Souza dividiu uma cela com outras 14 pessoas e viveu em condições que considerava “ruins”. Mas a maior angústia, segundo o homem, era não ter contato com a família. As cartas enviadas não chegaram à mulher, e mesmo enfrentando fila ninguém conseguiu visitá-lo no período em que passou na Papuda.
“A única coisa que ele menciona é o sentimento de tristeza que ele sentia dentro da prisão, porque sabia que estava lá por um crime que não cometeu. Sentiu saudade da família, da filha, do contexto social que ele tinha em Paracatu. A família é muito simples. A esposa dele quando o viu chorou bastante”, lembra o advogado.
No final da última semana, um juiz de Brasília concedeu alvará de soltura para o auxiliar de serviços gerais depois de comprovar, por meio das impressões digitais, que a prisão foi um engano. O exame foi feito a pedido do Ministério Público. Souza não quis nem saber onde fica Ceilândia e decidiu voltar de imediato para MG.

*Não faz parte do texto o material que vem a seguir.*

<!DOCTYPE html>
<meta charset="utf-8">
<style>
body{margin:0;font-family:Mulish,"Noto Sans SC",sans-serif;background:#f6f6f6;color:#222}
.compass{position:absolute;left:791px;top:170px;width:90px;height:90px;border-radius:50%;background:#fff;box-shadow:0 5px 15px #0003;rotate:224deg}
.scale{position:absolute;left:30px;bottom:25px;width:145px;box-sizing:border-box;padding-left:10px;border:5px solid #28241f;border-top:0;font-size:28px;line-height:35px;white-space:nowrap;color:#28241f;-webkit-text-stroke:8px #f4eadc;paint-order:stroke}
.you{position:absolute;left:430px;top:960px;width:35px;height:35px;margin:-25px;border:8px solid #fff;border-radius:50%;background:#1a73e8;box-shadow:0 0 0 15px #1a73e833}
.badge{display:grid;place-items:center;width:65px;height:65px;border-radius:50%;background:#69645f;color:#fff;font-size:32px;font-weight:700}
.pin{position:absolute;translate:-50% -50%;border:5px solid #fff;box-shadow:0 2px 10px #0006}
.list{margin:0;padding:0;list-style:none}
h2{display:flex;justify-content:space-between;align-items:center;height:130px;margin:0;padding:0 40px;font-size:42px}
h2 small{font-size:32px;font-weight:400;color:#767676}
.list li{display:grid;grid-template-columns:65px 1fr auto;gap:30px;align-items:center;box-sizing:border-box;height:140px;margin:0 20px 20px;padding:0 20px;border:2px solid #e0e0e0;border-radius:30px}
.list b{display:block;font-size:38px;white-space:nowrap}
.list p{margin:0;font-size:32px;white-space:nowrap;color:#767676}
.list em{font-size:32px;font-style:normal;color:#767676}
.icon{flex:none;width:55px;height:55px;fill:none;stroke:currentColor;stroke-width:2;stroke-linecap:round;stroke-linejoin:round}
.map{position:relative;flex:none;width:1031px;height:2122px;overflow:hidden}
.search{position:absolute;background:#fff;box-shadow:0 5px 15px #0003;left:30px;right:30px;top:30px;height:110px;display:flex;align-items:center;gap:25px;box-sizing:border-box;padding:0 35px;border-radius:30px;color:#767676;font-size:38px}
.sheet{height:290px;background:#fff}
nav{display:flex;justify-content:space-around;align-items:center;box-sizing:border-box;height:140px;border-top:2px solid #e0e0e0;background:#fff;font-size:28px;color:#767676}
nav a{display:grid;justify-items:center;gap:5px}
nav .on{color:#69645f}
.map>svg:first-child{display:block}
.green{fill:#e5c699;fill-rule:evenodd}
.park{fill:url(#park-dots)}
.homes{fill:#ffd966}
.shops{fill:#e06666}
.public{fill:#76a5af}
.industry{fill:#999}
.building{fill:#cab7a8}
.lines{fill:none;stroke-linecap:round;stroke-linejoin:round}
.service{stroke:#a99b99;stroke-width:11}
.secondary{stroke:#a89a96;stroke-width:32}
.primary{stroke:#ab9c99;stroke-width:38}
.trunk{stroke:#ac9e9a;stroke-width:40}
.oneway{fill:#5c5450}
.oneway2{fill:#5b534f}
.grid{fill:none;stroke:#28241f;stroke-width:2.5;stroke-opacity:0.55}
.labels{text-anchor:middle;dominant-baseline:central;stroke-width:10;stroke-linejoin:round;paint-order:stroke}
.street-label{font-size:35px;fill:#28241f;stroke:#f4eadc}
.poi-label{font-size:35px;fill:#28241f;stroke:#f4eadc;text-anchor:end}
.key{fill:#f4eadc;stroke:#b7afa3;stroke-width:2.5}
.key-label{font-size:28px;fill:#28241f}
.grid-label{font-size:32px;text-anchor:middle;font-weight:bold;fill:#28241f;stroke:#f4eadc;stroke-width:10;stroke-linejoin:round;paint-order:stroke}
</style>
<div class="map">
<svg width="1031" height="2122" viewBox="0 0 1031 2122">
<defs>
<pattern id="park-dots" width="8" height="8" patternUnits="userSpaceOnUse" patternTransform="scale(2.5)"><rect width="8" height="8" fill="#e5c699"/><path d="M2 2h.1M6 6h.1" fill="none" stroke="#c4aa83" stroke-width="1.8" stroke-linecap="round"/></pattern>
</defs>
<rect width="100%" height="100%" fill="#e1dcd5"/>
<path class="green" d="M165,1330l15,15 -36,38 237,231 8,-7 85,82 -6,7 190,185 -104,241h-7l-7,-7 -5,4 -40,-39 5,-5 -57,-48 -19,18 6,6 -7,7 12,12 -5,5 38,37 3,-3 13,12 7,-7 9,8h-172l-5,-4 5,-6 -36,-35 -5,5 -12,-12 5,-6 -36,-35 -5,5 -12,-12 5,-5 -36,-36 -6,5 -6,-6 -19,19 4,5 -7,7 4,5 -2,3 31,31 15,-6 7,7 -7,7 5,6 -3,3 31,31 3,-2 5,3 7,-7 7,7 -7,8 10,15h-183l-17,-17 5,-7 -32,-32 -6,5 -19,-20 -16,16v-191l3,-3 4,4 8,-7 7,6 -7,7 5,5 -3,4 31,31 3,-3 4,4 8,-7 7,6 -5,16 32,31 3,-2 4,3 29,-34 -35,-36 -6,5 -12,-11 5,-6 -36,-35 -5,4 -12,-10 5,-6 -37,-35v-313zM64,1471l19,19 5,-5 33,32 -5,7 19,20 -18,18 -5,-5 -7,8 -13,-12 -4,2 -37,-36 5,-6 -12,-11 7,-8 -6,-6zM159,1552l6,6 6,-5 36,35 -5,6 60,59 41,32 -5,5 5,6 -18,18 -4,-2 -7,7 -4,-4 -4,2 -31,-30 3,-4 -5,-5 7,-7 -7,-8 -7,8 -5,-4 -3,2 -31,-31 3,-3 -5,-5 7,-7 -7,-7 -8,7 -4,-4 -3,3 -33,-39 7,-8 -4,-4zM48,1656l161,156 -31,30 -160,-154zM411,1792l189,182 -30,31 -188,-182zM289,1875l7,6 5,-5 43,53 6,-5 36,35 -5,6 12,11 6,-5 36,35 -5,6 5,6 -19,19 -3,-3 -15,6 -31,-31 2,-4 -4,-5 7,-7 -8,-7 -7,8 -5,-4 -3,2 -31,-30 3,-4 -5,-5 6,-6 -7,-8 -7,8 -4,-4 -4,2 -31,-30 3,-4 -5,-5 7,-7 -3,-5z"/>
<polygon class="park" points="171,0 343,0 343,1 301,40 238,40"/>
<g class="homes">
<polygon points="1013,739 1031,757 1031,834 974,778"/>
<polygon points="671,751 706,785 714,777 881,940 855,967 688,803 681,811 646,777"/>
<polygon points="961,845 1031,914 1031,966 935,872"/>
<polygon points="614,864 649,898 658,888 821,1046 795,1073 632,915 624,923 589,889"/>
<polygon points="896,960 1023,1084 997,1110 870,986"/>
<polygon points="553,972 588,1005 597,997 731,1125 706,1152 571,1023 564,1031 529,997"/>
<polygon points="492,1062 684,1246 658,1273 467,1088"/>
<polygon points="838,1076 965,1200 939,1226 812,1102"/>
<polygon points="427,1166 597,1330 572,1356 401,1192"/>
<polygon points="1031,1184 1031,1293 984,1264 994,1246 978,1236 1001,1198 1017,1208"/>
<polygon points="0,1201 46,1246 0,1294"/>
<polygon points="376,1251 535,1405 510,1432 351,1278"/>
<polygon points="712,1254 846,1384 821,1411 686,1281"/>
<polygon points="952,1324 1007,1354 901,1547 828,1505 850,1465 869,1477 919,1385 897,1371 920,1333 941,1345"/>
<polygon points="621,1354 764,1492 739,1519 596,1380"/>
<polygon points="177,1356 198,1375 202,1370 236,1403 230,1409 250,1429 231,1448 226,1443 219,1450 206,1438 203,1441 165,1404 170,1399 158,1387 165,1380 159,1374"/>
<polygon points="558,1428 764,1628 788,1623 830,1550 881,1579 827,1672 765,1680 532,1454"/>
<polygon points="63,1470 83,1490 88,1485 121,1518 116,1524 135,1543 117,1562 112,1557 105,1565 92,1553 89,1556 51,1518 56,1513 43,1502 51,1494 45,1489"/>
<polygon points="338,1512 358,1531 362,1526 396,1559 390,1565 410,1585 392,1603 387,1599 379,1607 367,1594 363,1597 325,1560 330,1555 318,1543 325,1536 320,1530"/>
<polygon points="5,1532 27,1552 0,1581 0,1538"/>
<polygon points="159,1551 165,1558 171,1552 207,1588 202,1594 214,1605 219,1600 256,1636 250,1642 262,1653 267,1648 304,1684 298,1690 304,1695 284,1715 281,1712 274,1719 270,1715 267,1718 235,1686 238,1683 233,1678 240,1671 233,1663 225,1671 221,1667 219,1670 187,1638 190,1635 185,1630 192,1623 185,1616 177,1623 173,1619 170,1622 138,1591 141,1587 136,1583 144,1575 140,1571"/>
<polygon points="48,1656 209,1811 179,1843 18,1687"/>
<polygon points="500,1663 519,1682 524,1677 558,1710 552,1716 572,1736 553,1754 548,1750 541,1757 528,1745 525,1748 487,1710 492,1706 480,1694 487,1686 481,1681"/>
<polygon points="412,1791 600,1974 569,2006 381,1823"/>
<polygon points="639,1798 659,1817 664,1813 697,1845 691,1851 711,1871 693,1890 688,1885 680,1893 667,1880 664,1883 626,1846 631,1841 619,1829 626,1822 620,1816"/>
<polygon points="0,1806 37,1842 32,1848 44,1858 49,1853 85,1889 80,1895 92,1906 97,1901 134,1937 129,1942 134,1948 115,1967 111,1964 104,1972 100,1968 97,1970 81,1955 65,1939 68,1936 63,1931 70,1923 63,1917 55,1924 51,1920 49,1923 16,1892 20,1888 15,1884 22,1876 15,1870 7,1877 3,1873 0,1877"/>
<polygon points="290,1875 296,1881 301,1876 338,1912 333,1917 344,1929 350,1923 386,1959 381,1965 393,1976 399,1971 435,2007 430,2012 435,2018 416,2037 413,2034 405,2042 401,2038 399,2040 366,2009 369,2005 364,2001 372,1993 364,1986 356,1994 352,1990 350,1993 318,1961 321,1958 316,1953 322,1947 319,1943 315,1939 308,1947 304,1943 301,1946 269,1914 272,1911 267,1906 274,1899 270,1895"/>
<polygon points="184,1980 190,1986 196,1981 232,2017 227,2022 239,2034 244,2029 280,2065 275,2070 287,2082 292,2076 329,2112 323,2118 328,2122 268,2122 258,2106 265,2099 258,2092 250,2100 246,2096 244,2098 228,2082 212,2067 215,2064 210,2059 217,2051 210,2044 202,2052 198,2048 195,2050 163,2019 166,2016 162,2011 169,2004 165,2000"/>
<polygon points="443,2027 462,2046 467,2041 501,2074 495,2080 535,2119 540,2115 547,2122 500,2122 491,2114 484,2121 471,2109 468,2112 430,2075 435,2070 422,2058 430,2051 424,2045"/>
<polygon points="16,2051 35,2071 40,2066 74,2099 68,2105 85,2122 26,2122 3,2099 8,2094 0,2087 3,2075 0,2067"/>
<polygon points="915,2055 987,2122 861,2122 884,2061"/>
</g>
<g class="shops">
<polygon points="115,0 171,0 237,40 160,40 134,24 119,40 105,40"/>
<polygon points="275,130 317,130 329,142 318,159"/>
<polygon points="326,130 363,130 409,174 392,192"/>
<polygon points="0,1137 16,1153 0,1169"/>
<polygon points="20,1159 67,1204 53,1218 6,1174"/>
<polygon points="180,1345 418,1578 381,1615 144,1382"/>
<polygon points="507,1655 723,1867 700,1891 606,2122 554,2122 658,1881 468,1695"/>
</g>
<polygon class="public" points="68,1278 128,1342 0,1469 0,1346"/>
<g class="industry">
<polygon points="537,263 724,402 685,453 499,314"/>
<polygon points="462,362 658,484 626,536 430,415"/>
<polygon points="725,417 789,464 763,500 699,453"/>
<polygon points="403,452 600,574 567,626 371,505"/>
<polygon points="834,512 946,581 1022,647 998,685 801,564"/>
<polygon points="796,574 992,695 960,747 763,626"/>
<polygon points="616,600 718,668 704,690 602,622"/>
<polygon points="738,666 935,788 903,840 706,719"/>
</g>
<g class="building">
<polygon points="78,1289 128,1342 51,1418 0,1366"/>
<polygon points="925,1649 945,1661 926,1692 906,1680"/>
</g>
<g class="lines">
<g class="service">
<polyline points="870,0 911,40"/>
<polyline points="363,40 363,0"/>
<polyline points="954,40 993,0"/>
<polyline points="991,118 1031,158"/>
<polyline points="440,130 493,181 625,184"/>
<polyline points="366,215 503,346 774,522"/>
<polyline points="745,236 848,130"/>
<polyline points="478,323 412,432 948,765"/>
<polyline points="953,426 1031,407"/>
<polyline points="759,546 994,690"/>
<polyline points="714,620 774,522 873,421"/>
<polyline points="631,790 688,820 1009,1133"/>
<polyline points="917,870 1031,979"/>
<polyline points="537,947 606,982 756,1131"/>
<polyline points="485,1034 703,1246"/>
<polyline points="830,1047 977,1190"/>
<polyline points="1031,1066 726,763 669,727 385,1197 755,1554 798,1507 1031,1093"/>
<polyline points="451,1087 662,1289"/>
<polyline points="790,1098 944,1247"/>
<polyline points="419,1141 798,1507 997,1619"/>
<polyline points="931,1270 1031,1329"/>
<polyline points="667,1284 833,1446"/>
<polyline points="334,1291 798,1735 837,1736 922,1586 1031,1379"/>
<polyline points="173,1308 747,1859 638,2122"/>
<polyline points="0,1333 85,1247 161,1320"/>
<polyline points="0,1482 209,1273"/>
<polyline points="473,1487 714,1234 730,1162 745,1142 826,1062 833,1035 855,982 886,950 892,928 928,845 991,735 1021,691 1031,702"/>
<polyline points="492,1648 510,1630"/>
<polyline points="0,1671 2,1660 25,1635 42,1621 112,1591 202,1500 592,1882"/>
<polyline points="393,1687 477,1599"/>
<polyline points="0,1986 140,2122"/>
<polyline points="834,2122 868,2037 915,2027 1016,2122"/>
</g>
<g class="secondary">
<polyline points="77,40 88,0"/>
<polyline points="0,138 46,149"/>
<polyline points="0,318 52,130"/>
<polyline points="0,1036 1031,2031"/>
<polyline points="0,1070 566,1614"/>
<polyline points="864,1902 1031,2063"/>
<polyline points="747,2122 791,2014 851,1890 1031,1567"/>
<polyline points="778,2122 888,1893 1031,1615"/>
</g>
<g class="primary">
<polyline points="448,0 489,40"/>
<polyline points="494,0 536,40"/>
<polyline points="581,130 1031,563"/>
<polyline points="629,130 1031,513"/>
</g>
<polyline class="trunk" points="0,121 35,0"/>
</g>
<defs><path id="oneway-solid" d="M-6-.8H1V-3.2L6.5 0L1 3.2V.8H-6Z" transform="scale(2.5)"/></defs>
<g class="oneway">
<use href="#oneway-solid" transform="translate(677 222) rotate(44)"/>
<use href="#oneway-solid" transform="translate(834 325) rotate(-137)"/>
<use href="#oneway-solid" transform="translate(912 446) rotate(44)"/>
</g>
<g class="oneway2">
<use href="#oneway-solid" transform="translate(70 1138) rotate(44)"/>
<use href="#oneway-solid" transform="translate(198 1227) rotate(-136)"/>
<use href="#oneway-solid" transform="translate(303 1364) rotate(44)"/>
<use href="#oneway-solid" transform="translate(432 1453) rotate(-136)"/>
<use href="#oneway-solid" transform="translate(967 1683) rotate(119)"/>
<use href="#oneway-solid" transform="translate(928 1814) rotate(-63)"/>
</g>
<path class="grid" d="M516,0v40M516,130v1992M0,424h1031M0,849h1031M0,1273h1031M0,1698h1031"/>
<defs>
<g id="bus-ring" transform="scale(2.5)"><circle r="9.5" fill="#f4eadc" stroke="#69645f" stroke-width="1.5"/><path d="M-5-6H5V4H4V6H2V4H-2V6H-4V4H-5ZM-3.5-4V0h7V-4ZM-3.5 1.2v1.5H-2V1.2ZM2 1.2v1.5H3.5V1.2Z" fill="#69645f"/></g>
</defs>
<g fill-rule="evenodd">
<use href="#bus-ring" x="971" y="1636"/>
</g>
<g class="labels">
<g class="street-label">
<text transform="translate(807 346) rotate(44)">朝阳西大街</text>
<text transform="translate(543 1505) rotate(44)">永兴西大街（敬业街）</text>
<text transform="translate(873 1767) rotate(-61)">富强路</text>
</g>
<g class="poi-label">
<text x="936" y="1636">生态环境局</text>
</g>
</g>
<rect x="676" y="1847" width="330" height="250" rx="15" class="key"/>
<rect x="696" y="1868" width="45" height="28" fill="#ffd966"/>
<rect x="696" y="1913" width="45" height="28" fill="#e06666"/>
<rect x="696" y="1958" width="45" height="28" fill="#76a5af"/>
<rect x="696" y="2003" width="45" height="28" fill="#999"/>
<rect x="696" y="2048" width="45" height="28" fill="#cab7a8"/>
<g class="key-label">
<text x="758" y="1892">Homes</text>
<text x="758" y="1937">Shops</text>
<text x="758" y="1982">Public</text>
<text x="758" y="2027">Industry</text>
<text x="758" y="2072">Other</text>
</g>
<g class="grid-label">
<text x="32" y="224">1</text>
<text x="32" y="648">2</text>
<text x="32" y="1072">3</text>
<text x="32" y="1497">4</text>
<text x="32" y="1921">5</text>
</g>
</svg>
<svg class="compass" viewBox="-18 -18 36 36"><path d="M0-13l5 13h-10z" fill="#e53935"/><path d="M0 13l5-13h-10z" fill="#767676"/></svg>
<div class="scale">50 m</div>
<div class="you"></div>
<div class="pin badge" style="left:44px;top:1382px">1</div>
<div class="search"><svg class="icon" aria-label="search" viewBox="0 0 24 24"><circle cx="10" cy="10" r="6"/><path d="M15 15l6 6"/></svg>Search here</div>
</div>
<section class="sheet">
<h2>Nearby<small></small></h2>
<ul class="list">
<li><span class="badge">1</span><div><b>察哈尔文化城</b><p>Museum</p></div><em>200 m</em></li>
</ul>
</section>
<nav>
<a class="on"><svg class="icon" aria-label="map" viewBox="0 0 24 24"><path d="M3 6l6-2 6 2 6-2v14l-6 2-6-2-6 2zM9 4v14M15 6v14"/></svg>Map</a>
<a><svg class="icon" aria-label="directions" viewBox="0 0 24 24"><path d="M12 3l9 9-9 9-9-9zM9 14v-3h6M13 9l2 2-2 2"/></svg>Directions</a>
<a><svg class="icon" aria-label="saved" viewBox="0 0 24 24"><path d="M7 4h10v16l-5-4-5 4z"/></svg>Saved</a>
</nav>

O advogado dele diz que vai pedir indenização de R$ 3 milhões ao Estado por tudo o que o cliente passou. “Se tivessem feito essa comparação há mais tempo, com certeza isso não tinha acontecido isso. E tem outro detalhe: se o Francisco que foi preso indevidamente tivesse cometido o crime de 1989, que lhe foi atribuído indevidamente, ele na época seria menor de idade. Ele não responderia por homicídio, mas por ato infracional.”
Retomando a vida
Já na Rodoviária do Plano Piloto, à espera do ônibus que o levaria para casa, Souza se permitiu um lanche especial: coxinha e Coca-Cola, o refrigerante preferido. O homem tenta não ter mágoa do período que viveu e do que não pôde acompanhar no crescimento da enteada. O sonho é se reinserir no mercado de trabalho.
Ele também conta não ter contato com o primo homônimo há mais de 15 anos. “Não tenho raiva dele nenhuma, porque ele não foi culpado. O cartório de Minas [Gerais] que registrou a gente com o mesmo nome. Como que vou culpar meu irmão por algo feito pelo cartório?”, questiona.
O advogado Ivo Ribeiro diz analisar o que pode ser feito com relação à demissão motivada por uma prisão por um crime que o cliente não cometeu. A mulher de Souza não trabalha, e a família tem sobrevivido com doações.
“A grande problemática dele é se reinserir no contexto de trabalho em Paracatu. Ele saiu de lá empregado, e ele não sabe se a empresa vai readmiti-lo. Mas ele tem essa preocupação, porque o que ele quer é poder ajudar a família”, explica.